_Input records_
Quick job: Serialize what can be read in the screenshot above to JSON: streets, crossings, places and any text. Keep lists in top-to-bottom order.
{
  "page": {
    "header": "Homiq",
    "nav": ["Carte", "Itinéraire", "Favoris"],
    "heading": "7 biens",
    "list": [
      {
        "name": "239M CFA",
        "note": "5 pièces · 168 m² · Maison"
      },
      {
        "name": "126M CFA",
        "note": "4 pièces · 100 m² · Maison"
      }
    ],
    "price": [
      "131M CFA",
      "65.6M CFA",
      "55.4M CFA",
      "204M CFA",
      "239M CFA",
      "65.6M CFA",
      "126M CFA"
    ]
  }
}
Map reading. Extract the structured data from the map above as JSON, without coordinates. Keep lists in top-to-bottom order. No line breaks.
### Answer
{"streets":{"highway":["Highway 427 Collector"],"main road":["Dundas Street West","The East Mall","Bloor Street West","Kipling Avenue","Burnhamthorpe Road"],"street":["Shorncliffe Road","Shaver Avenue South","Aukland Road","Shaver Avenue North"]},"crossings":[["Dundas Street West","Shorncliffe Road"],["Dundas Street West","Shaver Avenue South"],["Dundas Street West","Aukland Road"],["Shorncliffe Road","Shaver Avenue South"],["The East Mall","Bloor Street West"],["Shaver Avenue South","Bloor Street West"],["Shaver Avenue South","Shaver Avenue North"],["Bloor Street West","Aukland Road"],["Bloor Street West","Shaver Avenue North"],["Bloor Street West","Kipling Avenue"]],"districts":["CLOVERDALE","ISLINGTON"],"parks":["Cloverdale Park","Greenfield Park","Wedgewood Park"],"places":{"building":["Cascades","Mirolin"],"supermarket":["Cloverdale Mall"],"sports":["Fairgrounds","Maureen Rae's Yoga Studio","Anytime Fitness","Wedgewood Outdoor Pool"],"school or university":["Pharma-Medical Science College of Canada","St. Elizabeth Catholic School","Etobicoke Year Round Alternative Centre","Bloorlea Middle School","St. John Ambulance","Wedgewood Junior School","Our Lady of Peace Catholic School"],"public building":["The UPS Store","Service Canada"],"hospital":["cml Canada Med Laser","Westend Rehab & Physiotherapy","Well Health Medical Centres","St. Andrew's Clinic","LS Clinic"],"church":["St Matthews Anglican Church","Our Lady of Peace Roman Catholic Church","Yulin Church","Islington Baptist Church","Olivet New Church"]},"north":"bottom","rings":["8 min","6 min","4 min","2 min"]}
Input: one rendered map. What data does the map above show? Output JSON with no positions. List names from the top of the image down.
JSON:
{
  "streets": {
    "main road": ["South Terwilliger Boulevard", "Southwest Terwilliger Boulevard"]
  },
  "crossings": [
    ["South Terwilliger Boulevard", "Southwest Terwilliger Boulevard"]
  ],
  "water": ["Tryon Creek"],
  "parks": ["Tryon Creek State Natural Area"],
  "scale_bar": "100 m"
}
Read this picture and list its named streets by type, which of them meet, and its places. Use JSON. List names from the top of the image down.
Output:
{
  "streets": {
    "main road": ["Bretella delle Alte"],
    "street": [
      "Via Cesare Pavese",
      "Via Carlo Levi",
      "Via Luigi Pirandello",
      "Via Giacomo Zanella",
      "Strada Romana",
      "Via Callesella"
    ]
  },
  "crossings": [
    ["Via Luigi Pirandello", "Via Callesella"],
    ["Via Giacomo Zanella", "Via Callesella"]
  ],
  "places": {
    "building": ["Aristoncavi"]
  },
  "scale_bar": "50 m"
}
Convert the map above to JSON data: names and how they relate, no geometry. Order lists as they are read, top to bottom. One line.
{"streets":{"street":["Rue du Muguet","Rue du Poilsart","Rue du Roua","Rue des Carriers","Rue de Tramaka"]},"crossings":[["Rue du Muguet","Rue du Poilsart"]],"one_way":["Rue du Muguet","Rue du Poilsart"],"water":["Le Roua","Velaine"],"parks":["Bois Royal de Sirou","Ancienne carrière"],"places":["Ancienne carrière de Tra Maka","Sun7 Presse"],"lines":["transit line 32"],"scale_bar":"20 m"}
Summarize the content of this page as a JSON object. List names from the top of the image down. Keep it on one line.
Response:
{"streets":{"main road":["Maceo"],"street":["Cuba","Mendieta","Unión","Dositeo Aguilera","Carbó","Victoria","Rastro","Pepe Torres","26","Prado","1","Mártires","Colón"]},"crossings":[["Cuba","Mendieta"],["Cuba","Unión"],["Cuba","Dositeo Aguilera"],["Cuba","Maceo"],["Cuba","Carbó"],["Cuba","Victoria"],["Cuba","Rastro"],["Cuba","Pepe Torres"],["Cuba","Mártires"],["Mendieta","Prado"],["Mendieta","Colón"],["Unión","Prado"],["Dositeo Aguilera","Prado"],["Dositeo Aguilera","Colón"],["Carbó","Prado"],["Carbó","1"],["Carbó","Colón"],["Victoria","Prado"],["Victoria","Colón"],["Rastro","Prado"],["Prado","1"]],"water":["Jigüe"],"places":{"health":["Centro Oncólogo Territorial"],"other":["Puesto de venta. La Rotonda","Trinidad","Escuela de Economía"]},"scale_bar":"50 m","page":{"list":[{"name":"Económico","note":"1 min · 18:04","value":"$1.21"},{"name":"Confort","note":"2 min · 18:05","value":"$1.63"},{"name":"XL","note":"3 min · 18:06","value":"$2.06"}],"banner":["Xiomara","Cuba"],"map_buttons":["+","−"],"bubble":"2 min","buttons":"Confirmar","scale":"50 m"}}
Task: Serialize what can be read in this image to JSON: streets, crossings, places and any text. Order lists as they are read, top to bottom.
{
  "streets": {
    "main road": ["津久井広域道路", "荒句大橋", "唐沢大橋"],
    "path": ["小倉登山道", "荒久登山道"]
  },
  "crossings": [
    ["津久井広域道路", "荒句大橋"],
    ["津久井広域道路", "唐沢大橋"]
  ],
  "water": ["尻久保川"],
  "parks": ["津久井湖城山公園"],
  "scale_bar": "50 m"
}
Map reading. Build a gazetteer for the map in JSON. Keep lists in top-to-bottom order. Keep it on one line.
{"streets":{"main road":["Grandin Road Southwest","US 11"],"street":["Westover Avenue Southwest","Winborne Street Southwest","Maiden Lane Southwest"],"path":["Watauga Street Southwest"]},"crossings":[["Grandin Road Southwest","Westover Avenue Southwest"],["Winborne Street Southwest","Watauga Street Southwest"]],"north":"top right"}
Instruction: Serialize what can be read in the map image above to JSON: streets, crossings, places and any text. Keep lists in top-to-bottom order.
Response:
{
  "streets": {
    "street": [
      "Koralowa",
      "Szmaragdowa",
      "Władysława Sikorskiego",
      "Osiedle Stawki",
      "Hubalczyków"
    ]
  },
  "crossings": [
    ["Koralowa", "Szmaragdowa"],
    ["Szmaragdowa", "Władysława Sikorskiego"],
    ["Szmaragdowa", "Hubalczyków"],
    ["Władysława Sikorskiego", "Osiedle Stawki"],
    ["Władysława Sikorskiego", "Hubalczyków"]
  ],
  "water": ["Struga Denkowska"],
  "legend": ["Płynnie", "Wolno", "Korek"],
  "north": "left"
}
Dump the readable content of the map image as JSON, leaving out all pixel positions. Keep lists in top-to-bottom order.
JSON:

_Task requirements_
Look through the entries above; copy every line holding the string "down".

_Result of this task_
Input: one rendered map. What data does the map above show? Output JSON with no positions. List names from the top of the image down.
Read this picture and list its named streets by type, which of them meet, and its places. Use JSON. List names from the top of the image down.
Summarize the content of this page as a JSON object. List names from the top of the image down. Keep it on one line.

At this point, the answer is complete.